Interview with Anna-Marie McLemore

 

It’s Monday again, and time for another author interview! This time with the lovely Anna-Marie McLemore, author of “The Weight of Feathers” and the upcoming “When the Moon was Ours”. Please consider pre-ordering her new book!

28220826

When the Moon Was Ours follows two characters through a story that has multicultural elements and magical realism, but also has central LGBT themes—a transgender boy, the best friend he’s falling in love with, and both of them deciding how they want to define themselves.

To everyone who knows them, best friends Miel and Sam are as strange as they are inseparable. Roses grow out of Miel’s wrist, and rumors say that she spilled out of a water tower when she was five. Sam is known for the moons he paints and hangs in the trees, and for how little anyone knows about his life before he and his mother moved to town.

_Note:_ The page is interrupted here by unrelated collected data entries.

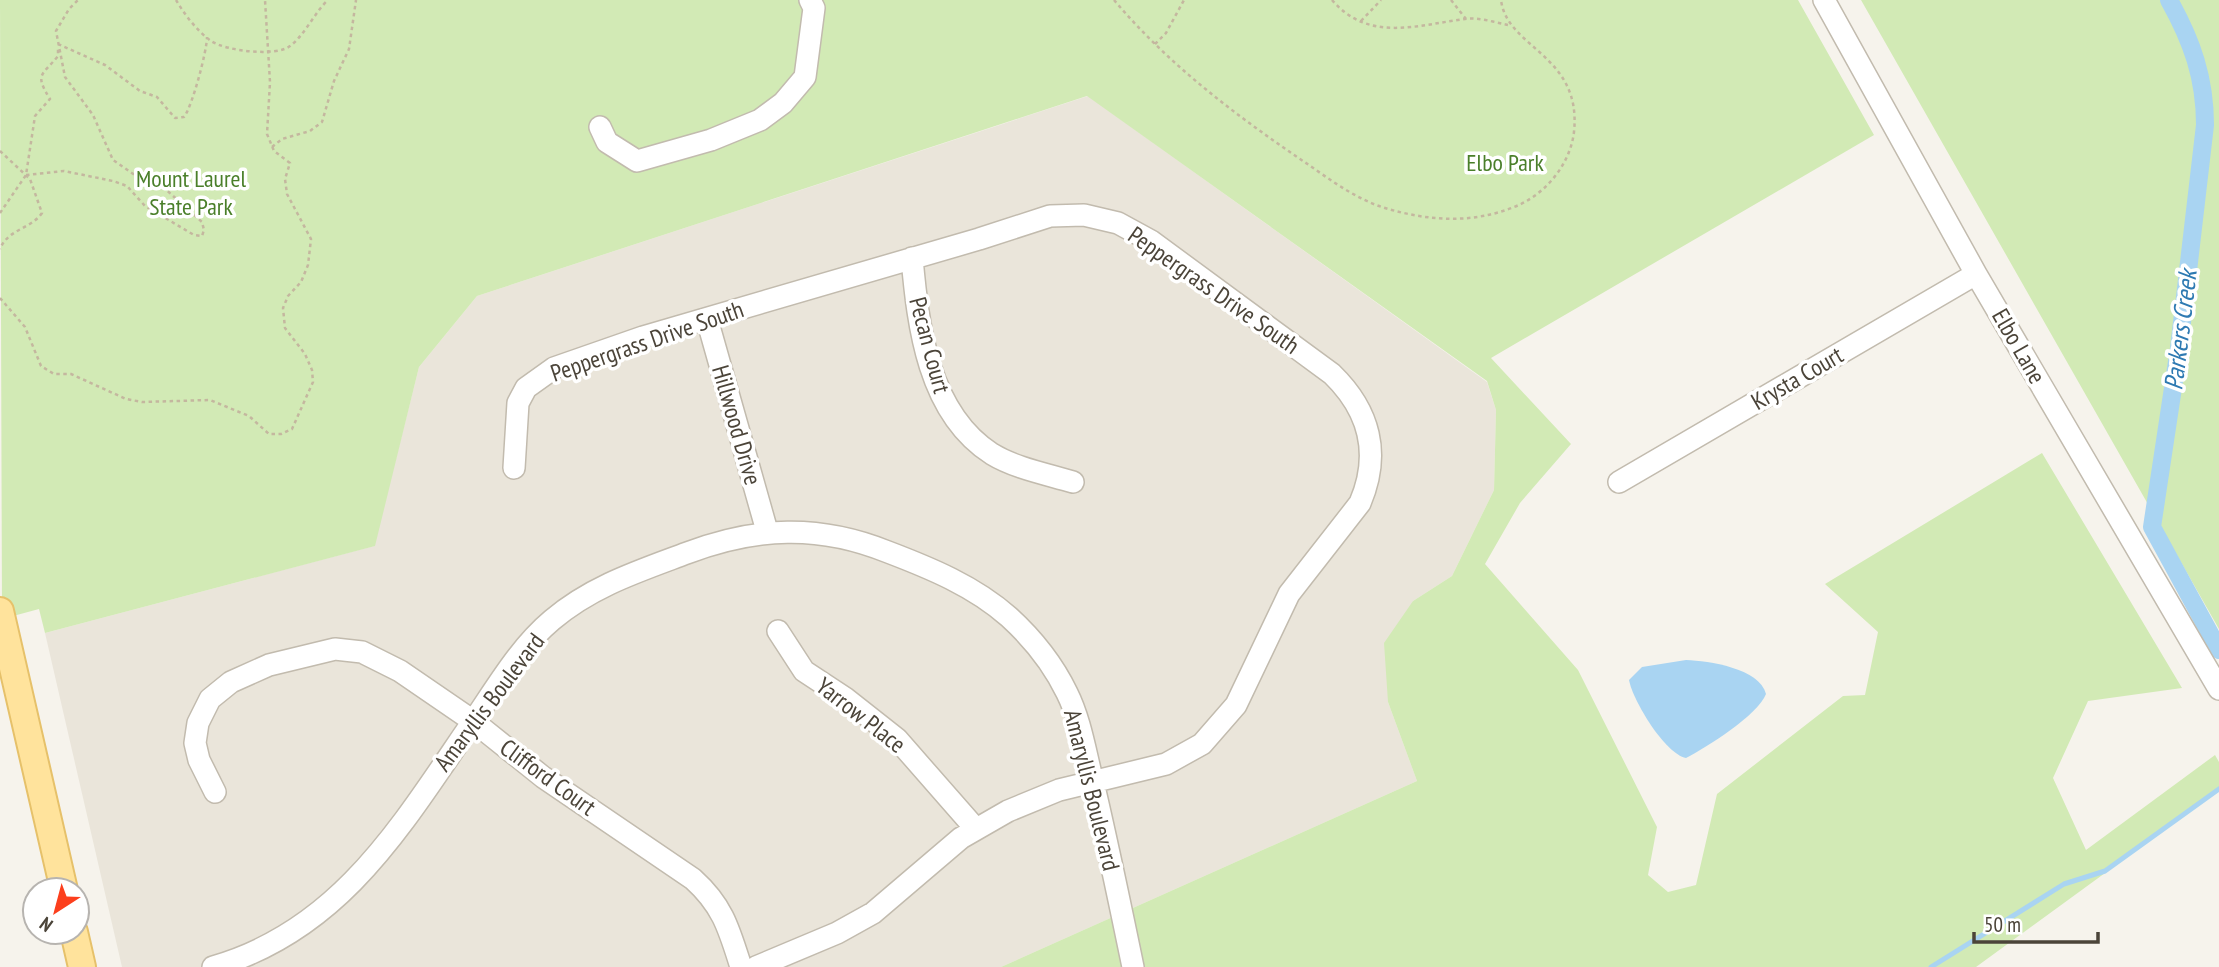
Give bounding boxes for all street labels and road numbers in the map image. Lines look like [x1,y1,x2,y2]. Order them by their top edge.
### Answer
street label: Peppergrass Drive South [1122,219,1306,361]
street label: Peppergrass Drive South [546,293,748,389]
street label: Pecan Court [902,293,958,397]
street label: Elbo Lane [1985,303,2053,389]
street label: Krysta Court [1745,339,1849,417]
street label: Hillwood Drive [705,362,769,488]
street label: Amaryllis Boulevard [427,627,551,777]
street label: Yarrow Place [810,670,912,760]
street label: Amaryllis Boulevard [1057,706,1127,874]
street label: Clifford Court [494,732,602,822]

But as odd as everyone considers Miel and Sam, even they stay away from the Bonner girls, four beautiful sisters rumored to be witches. Now they want the roses that grow from Miel’s skin, convinced that their scent can make anyone fall in love. And they’re willing to use every secret Miel has fought to protect to make sure she gives them up.

Pre-order the book: Amazon | Book Depository | Indiebound | Barnes & Nobles

And now, for the interview. I hope you guys enjoy her answers as much as I did.

1) What is your favorite part about being a writer?

The people I get to meet—publishing industry professionals, fellow authors, book bloggers, librarians, booksellers, readers… so many wonderful book lovers!

2) How has your cultural background influenced your writing? Do you write many Latinx characters?

Writers of color should never feel obligated to write their own heritage, but for me, my work doesn’t feel like mine without it. My debut, THE WEIGHT OF FEATHERS, features a Latina girl and a Romani boy, and my second novel, WHEN THE MOON WAS OURS, which comes out in October, is about the decade-long friendship Latina queer girl and a South Asian transgender boy. I’m not sharing too much about my 2017 novel WILD BEAUTY just yet, but I will say that centers on a Latinx family.

3) As someone who comes from a diverse background, did you have any experience in publishing that put that in a negative light?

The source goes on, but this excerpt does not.